[Saved entries]

* * * * * * * * *

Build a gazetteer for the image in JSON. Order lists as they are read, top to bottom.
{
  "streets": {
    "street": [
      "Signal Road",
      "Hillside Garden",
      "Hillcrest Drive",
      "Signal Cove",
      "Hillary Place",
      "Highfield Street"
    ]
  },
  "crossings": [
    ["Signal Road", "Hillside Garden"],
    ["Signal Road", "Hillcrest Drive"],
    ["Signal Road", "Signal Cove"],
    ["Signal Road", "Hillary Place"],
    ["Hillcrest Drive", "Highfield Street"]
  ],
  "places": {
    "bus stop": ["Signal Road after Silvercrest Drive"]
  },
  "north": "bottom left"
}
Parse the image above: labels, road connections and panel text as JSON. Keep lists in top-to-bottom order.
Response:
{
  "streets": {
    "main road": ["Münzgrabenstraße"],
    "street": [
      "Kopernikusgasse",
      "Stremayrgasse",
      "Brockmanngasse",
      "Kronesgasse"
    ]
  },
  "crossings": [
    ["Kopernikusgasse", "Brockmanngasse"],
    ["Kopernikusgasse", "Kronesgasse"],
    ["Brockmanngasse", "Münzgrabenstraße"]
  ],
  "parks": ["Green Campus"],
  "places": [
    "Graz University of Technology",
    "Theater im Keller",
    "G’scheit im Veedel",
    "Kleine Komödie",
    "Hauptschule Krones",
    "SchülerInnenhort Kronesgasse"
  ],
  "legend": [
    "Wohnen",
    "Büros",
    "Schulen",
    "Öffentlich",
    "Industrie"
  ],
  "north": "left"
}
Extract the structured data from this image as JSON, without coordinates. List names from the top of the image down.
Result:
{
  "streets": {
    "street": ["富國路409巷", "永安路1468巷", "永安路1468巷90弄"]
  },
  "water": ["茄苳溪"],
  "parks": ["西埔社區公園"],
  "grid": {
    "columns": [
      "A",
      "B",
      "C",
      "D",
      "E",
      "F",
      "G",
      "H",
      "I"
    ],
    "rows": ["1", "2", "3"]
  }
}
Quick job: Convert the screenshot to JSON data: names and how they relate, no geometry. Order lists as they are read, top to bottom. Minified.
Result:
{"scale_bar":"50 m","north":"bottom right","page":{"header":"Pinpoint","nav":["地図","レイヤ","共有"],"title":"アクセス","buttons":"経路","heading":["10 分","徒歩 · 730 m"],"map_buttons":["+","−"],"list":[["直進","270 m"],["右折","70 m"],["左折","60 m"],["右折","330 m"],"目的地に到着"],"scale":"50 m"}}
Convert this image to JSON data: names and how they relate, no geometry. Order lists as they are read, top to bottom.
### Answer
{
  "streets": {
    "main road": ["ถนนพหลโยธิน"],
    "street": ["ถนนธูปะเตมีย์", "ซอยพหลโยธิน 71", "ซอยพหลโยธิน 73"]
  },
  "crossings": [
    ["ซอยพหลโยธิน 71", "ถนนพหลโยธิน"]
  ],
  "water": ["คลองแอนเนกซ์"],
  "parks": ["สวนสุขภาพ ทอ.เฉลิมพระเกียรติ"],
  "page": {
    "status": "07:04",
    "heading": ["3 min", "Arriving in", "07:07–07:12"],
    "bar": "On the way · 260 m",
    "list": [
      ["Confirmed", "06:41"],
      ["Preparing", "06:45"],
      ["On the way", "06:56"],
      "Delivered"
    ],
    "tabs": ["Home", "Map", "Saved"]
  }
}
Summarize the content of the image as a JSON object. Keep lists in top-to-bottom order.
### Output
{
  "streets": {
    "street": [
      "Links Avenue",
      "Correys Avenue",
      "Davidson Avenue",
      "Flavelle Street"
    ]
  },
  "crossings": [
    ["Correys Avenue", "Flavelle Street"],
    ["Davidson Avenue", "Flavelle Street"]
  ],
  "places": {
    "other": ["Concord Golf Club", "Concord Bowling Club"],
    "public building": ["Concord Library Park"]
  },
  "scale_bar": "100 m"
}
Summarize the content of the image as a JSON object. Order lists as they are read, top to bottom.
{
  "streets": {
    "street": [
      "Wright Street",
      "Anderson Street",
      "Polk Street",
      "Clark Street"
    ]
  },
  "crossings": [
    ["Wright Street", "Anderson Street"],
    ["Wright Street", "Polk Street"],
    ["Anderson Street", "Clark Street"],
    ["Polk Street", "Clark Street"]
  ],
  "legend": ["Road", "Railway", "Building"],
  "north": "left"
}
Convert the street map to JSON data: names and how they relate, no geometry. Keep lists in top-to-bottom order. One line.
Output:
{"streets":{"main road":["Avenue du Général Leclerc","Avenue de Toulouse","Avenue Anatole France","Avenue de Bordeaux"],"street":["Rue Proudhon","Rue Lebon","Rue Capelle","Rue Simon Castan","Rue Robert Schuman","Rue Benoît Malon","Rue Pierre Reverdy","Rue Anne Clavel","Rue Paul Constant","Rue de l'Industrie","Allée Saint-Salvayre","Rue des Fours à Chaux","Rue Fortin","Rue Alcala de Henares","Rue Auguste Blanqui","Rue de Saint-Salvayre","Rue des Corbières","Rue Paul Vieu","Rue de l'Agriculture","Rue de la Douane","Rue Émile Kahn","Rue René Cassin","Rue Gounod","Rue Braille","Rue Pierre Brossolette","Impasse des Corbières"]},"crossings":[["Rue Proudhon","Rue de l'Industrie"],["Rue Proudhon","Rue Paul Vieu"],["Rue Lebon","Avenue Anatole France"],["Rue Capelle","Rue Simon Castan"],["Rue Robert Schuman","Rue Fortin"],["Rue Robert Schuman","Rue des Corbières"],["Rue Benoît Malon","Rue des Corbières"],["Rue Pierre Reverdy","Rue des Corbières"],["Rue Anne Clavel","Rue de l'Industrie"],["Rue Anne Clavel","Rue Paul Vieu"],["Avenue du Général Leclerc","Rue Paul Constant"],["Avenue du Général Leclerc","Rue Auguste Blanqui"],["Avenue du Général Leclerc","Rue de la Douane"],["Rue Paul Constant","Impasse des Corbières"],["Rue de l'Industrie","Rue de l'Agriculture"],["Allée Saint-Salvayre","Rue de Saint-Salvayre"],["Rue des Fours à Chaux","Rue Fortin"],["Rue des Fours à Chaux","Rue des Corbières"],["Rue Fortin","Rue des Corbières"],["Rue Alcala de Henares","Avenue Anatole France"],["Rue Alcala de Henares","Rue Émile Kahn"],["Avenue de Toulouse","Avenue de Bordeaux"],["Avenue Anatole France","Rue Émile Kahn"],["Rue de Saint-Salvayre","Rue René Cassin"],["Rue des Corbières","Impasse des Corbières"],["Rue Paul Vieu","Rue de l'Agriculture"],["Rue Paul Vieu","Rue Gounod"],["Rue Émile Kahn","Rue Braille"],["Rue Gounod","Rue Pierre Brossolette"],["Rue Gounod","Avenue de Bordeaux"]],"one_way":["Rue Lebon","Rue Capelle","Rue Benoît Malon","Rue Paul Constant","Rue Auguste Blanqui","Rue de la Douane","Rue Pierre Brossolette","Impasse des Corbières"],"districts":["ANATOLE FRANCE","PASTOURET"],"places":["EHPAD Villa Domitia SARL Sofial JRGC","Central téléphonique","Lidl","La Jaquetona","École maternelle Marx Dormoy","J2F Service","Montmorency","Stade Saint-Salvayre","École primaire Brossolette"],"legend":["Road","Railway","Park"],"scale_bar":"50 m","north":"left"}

* * * * * * * * *

_Exercise directions:_
Your answer must be every record above, repeated exactly.

_Finished exercise:_
Build a gazetteer for the image in JSON. Order lists as they are read, top to bottom.
{
  "streets": {
    "street": [
      "Signal Road",
      "Hillside Garden",
      "Hillcrest Drive",
      "Signal Cove",
      "Hillary Place",
      "Highfield Street"
    ]
  },
  "crossings": [
    ["Signal Road", "Hillside Garden"],
    ["Signal Road", "Hillcrest Drive"],
    ["Signal Road", "Signal Cove"],
    ["Signal Road", "Hillary Place"],
    ["Hillcrest Drive", "Highfield Street"]
  ],
  "places": {
    "bus stop": ["Signal Road after Silvercrest Drive"]
  },
  "north": "bottom left"
}
Parse the image above: labels, road connections and panel text as JSON. Keep lists in top-to-bottom order.
Response:
{
  "streets": {
    "main road": ["Münzgrabenstraße"],
    "street": [
      "Kopernikusgasse",
      "Stremayrgasse",
      "Brockmanngasse",
      "Kronesgasse"
    ]
  },
  "crossings": [
    ["Kopernikusgasse", "Brockmanngasse"],
    ["Kopernikusgasse", "Kronesgasse"],
    ["Brockmanngasse", "Münzgrabenstraße"]
  ],
  "parks": ["Green Campus"],
  "places": [
    "Graz University of Technology",
    "Theater im Keller",
    "G’scheit im Veedel",
    "Kleine Komödie",
    "Hauptschule Krones",
    "SchülerInnenhort Kronesgasse"
  ],
  "legend": [
    "Wohnen",
    "Büros",
    "Schulen",
    "Öffentlich",
    "Industrie"
  ],
  "north": "left"
}
Extract the structured data from this image as JSON, without coordinates. List names from the top of the image down.
Result:
{
  "streets": {
    "street": ["富國路409巷", "永安路1468巷", "永安路1468巷90弄"]
  },
  "water": ["茄苳溪"],
  "parks": ["西埔社區公園"],
  "grid": {
    "columns": [
      "A",
      "B",
      "C",
      "D",
      "E",
      "F",
      "G",
      "H",
      "I"
    ],
    "rows": ["1", "2", "3"]
  }
}
Quick job: Convert the screenshot to JSON data: names and how they relate, no geometry. Order lists as they are read, top to bottom. Minified.
Result:
{"scale_bar":"50 m","north":"bottom right","page":{"header":"Pinpoint","nav":["地図","レイヤ","共有"],"title":"アクセス","buttons":"経路","heading":["10 分","徒歩 · 730 m"],"map_buttons":["+","−"],"list":[["直進","270 m"],["右折","70 m"],["左折","60 m"],["右折","330 m"],"目的地に到着"],"scale":"50 m"}}
Convert this image to JSON data: names and how they relate, no geometry. Order lists as they are read, top to bottom.
### Answer
{
  "streets": {
    "main road": ["ถนนพหลโยธิน"],
    "street": ["ถนนธูปะเตมีย์", "ซอยพหลโยธิน 71", "ซอยพหลโยธิน 73"]
  },
  "crossings": [
    ["ซอยพหลโยธิน 71", "ถนนพหลโยธิน"]
  ],
  "water": ["คลองแอนเนกซ์"],
  "parks": ["สวนสุขภาพ ทอ.เฉลิมพระเกียรติ"],
  "page": {
    "status": "07:04",
    "heading": ["3 min", "Arriving in", "07:07–07:12"],
    "bar": "On the way · 260 m",
    "list": [
      ["Confirmed", "06:41"],
      ["Preparing", "06:45"],
      ["On the way", "06:56"],
      "Delivered"
    ],
    "tabs": ["Home", "Map", "Saved"]
  }
}
Summarize the content of the image as a JSON object. Keep lists in top-to-bottom order.
### Output
{
  "streets": {
    "street": [
      "Links Avenue",
      "Correys Avenue",
      "Davidson Avenue",
      "Flavelle Street"
    ]
  },
  "crossings": [
    ["Correys Avenue", "Flavelle Street"],
    ["Davidson Avenue", "Flavelle Street"]
  ],
  "places": {
    "other": ["Concord Golf Club", "Concord Bowling Club"],
    "public building": ["Concord Library Park"]
  },
  "scale_bar": "100 m"
}
Summarize the content of the image as a JSON object. Order lists as they are read, top to bottom.
{
  "streets": {
    "street": [
      "Wright Street",
      "Anderson Street",
      "Polk Street",
      "Clark Street"
    ]
  },
  "crossings": [
    ["Wright Street", "Anderson Street"],
    ["Wright Street", "Polk Street"],
    ["Anderson Street", "Clark Street"],
    ["Polk Street", "Clark Street"]
  ],
  "legend": ["Road", "Railway", "Building"],
  "north": "left"
}
Convert the street map to JSON data: names and how they relate, no geometry. Keep lists in top-to-bottom order. One line.
Output:
{"streets":{"main road":["Avenue du Général Leclerc","Avenue de Toulouse","Avenue Anatole France","Avenue de Bordeaux"],"street":["Rue Proudhon","Rue Lebon","Rue Capelle","Rue Simon Castan","Rue Robert Schuman","Rue Benoît Malon","Rue Pierre Reverdy","Rue Anne Clavel","Rue Paul Constant","Rue de l'Industrie","Allée Saint-Salvayre","Rue des Fours à Chaux","Rue Fortin","Rue Alcala de Henares","Rue Auguste Blanqui","Rue de Saint-Salvayre","Rue des Corbières","Rue Paul Vieu","Rue de l'Agriculture","Rue de la Douane","Rue Émile Kahn","Rue René Cassin","Rue Gounod","Rue Braille","Rue Pierre Brossolette","Impasse des Corbières"]},"crossings":[["Rue Proudhon","Rue de l'Industrie"],["Rue Proudhon","Rue Paul Vieu"],["Rue Lebon","Avenue Anatole France"],["Rue Capelle","Rue Simon Castan"],["Rue Robert Schuman","Rue Fortin"],["Rue Robert Schuman","Rue des Corbières"],["Rue Benoît Malon","Rue des Corbières"],["Rue Pierre Reverdy","Rue des Corbières"],["Rue Anne Clavel","Rue de l'Industrie"],["Rue Anne Clavel","Rue Paul Vieu"],["Avenue du Général Leclerc","Rue Paul Constant"],["Avenue du Général Leclerc","Rue Auguste Blanqui"],["Avenue du Général Leclerc","Rue de la Douane"],["Rue Paul Constant","Impasse des Corbières"],["Rue de l'Industrie","Rue de l'Agriculture"],["Allée Saint-Salvayre","Rue de Saint-Salvayre"],["Rue des Fours à Chaux","Rue Fortin"],["Rue des Fours à Chaux","Rue des Corbières"],["Rue Fortin","Rue des Corbières"],["Rue Alcala de Henares","Avenue Anatole France"],["Rue Alcala de Henares","Rue Émile Kahn"],["Avenue de Toulouse","Avenue de Bordeaux"],["Avenue Anatole France","Rue Émile Kahn"],["Rue de Saint-Salvayre","Rue René Cassin"],["Rue des Corbières","Impasse des Corbières"],["Rue Paul Vieu","Rue de l'Agriculture"],["Rue Paul Vieu","Rue Gounod"],["Rue Émile Kahn","Rue Braille"],["Rue Gounod","Rue Pierre Brossolette"],["Rue Gounod","Avenue de Bordeaux"]],"one_way":["Rue Lebon","Rue Capelle","Rue Benoît Malon","Rue Paul Constant","Rue Auguste Blanqui","Rue de la Douane","Rue Pierre Brossolette","Impasse des Corbières"],"districts":["ANATOLE FRANCE","PASTOURET"],"places":["EHPAD Villa Domitia SARL Sofial JRGC","Central téléphonique","Lidl","La Jaquetona","École maternelle Marx Dormoy","J2F Service","Montmorency","Stade Saint-Salvayre","École primaire Brossolette"],"legend":["Road","Railway","Park"],"scale_bar":"50 m","north":"left"}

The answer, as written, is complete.